═══ MATERIAL PROVIDED

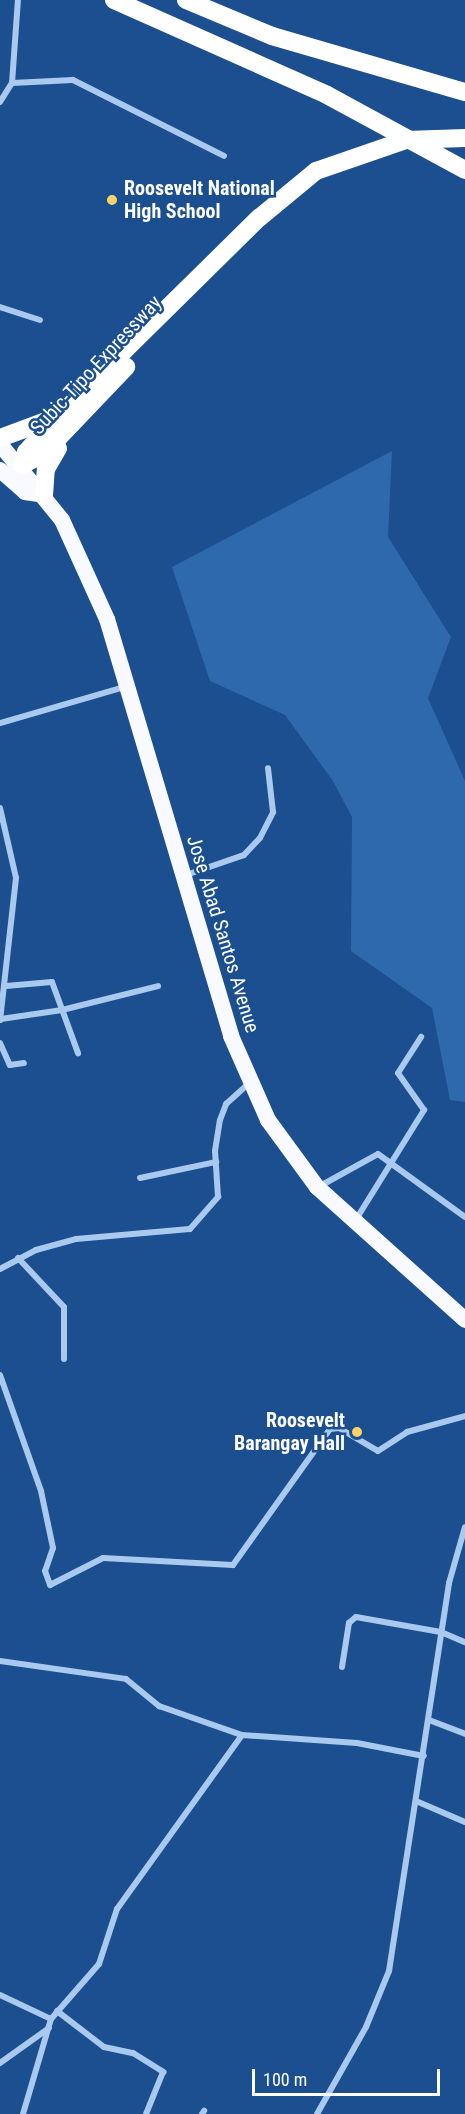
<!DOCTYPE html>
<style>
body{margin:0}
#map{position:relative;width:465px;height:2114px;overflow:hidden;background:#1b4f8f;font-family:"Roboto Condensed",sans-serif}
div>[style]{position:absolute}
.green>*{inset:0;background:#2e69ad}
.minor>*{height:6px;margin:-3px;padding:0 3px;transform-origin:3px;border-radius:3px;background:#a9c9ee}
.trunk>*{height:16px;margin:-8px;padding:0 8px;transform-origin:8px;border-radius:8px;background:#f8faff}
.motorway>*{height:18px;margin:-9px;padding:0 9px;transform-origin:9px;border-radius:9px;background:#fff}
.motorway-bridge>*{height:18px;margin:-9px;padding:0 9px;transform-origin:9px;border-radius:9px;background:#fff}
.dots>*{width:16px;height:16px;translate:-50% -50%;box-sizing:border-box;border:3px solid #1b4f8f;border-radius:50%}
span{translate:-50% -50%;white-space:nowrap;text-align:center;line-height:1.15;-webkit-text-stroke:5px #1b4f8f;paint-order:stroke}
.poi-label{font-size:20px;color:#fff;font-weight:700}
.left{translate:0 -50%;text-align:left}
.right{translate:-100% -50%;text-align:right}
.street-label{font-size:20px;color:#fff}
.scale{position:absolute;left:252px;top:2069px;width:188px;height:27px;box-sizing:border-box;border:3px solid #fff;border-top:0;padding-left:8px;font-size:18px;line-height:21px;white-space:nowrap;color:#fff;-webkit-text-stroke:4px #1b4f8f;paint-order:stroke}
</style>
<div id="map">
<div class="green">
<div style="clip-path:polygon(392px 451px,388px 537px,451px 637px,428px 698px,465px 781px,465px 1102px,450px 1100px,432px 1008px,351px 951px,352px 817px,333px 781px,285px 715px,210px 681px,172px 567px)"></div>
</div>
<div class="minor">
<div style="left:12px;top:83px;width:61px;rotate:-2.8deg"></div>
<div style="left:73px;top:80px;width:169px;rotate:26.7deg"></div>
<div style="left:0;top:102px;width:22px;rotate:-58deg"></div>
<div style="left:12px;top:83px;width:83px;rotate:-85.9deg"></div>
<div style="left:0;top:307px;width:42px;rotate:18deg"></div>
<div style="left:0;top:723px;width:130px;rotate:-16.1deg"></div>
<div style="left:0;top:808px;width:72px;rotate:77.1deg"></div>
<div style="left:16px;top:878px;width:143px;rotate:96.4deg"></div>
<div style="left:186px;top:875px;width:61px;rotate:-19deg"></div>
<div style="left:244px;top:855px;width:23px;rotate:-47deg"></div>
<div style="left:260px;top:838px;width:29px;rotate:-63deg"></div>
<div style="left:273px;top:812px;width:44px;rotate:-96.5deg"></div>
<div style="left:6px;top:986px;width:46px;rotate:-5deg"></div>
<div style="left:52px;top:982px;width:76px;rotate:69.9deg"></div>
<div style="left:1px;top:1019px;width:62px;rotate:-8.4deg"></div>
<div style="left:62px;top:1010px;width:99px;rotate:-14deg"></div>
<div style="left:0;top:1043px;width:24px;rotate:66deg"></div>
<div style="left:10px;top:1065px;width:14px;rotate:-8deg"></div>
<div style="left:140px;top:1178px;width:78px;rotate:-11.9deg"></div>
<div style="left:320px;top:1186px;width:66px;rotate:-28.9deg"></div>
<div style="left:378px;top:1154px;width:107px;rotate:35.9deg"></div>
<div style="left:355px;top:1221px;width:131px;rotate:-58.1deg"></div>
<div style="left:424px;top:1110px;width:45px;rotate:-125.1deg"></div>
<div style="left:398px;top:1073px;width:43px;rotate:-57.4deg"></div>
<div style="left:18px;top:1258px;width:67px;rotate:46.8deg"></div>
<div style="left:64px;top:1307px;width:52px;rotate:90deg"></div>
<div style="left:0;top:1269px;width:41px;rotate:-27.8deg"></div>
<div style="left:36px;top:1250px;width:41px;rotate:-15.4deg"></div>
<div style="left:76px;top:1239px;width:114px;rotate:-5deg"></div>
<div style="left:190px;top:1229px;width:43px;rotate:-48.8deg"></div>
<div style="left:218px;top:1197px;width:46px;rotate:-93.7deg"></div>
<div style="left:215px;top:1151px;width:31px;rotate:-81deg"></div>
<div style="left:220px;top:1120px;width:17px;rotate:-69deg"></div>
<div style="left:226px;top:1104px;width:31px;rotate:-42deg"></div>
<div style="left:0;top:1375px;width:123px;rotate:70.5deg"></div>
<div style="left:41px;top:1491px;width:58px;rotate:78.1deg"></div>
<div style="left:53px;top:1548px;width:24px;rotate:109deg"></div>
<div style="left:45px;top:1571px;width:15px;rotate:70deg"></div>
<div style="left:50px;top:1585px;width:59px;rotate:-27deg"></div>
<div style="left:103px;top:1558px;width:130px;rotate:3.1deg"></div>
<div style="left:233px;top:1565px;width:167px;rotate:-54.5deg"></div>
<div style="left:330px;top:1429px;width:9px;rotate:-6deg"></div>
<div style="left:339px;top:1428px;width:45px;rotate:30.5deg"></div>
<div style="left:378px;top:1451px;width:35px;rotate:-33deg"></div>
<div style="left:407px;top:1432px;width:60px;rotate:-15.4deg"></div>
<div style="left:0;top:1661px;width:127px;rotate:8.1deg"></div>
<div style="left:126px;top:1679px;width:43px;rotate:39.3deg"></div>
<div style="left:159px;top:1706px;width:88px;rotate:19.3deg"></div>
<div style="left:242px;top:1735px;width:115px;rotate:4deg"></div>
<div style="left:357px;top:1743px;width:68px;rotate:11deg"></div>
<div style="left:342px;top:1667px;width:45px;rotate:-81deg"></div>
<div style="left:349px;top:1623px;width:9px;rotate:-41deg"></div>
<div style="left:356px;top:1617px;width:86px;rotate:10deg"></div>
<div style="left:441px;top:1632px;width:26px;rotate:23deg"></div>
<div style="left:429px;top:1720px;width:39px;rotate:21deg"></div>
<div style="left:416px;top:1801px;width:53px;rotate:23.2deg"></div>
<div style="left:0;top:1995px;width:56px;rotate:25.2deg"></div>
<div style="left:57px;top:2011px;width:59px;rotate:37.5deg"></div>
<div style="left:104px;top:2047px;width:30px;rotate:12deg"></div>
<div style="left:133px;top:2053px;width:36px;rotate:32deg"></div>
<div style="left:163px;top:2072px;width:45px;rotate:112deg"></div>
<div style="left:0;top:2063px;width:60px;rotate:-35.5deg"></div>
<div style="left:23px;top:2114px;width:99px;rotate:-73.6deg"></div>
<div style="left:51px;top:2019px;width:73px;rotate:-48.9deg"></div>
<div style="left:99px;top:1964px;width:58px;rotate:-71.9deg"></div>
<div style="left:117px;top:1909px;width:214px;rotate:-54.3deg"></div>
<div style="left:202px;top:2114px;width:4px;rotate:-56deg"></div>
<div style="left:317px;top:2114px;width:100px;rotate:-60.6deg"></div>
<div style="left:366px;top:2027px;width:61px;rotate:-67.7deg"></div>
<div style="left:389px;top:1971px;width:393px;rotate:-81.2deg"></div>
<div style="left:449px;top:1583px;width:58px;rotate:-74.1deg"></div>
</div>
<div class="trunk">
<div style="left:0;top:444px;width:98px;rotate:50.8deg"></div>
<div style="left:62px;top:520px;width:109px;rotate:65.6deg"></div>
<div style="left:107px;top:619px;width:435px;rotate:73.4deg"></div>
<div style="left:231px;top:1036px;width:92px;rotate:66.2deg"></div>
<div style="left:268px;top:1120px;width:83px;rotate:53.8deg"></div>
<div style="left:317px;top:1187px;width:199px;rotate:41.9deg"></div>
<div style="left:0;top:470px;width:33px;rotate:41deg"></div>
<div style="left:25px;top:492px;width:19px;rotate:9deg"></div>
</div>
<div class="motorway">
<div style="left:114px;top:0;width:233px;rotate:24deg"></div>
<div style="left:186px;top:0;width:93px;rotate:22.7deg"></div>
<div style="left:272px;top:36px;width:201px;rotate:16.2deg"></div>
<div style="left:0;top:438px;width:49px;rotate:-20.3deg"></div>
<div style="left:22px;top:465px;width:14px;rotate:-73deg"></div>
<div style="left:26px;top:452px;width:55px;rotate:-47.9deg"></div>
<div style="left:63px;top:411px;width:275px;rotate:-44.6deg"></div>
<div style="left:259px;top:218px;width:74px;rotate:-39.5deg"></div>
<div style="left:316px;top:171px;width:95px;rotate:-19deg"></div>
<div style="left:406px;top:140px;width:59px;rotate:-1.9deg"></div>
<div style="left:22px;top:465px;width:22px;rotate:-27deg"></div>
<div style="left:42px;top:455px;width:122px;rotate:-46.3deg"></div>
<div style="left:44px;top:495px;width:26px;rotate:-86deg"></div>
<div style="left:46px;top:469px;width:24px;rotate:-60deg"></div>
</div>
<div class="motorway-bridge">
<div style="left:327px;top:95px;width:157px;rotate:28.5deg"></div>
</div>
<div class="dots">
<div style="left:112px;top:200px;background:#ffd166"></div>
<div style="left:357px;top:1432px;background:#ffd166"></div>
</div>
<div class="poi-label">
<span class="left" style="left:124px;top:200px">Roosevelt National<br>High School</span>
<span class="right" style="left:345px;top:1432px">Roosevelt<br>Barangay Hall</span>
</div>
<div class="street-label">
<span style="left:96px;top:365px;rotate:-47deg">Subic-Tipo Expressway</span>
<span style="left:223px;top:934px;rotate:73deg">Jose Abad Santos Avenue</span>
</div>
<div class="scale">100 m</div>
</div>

══════
═══ MATERIAL PROVIDED

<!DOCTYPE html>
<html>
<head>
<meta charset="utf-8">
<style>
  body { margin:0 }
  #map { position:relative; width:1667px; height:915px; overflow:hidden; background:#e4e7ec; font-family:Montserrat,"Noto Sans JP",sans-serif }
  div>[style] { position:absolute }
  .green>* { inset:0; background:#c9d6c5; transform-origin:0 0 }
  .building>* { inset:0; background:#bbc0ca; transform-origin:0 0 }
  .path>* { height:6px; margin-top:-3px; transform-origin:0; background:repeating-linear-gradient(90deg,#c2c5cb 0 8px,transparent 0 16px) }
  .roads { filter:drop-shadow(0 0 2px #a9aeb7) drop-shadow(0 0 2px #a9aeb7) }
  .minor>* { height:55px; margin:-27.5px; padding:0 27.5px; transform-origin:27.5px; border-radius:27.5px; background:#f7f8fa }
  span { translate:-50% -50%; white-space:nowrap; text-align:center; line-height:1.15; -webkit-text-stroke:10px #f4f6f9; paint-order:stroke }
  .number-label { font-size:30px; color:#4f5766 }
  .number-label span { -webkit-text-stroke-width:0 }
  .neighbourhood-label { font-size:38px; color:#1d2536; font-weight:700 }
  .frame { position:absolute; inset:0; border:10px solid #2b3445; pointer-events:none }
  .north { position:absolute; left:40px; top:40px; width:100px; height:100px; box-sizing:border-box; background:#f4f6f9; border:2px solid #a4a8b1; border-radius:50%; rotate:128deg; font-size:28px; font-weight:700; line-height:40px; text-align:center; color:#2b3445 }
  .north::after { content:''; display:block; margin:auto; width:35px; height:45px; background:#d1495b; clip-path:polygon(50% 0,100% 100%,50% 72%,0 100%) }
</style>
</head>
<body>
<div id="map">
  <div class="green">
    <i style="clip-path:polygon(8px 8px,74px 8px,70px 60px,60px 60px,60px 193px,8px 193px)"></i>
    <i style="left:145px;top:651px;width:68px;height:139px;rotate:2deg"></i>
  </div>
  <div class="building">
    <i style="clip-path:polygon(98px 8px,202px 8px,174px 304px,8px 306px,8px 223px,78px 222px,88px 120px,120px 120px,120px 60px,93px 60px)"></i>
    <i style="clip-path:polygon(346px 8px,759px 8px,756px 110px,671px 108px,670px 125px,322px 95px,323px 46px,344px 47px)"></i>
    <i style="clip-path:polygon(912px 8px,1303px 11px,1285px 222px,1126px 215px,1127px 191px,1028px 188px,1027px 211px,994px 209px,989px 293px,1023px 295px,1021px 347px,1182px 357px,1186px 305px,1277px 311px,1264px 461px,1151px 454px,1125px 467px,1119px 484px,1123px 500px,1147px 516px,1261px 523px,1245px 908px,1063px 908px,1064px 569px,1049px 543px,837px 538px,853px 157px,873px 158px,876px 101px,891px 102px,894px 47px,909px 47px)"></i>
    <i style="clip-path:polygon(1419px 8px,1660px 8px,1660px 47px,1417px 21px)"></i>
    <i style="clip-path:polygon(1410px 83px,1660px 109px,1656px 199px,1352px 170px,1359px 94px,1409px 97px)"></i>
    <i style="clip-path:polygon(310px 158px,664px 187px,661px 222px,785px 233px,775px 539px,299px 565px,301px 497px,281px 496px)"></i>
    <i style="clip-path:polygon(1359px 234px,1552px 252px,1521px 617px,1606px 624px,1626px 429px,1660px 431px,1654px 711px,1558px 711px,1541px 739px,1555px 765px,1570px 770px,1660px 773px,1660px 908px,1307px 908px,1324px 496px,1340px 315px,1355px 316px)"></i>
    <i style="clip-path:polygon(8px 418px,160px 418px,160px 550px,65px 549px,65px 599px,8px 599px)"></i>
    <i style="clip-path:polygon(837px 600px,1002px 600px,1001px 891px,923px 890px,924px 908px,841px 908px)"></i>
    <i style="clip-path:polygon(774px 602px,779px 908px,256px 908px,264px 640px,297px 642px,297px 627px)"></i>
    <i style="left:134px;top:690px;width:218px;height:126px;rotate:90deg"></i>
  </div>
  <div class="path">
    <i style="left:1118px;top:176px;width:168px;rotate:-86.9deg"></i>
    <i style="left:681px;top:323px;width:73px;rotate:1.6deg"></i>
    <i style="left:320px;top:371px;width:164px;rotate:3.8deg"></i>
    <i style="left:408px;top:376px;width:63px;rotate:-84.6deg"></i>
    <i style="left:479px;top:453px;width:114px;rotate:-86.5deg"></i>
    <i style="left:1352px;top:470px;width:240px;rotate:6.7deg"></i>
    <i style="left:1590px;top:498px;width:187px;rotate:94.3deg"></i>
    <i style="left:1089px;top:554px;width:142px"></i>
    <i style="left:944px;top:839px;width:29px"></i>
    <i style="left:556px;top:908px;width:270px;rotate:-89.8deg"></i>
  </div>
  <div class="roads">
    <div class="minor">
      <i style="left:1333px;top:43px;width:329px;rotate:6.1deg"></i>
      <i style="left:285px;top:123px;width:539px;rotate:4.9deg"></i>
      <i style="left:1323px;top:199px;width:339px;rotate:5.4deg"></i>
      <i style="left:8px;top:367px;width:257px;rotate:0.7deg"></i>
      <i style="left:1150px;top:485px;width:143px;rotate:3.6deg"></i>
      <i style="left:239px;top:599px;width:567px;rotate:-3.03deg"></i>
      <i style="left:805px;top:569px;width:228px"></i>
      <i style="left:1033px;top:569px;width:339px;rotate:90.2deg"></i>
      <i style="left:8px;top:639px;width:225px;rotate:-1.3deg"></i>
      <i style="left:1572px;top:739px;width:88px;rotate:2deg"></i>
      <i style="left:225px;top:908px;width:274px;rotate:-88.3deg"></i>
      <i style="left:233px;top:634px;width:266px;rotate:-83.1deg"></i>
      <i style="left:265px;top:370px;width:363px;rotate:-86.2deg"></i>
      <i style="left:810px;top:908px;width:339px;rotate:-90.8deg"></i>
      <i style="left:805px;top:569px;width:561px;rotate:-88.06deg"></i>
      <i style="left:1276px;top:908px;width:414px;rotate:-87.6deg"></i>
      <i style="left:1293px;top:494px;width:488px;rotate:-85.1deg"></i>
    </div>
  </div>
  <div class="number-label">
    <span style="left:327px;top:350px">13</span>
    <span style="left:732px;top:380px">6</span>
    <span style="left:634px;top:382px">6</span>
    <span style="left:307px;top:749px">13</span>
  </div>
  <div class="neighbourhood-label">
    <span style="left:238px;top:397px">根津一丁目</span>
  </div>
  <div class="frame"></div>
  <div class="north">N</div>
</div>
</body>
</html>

══════

## WHAT THE TASK REQUIRES
Please give the number of lines above that contain "body", without any other words.

## EXERCISE ANSWER
4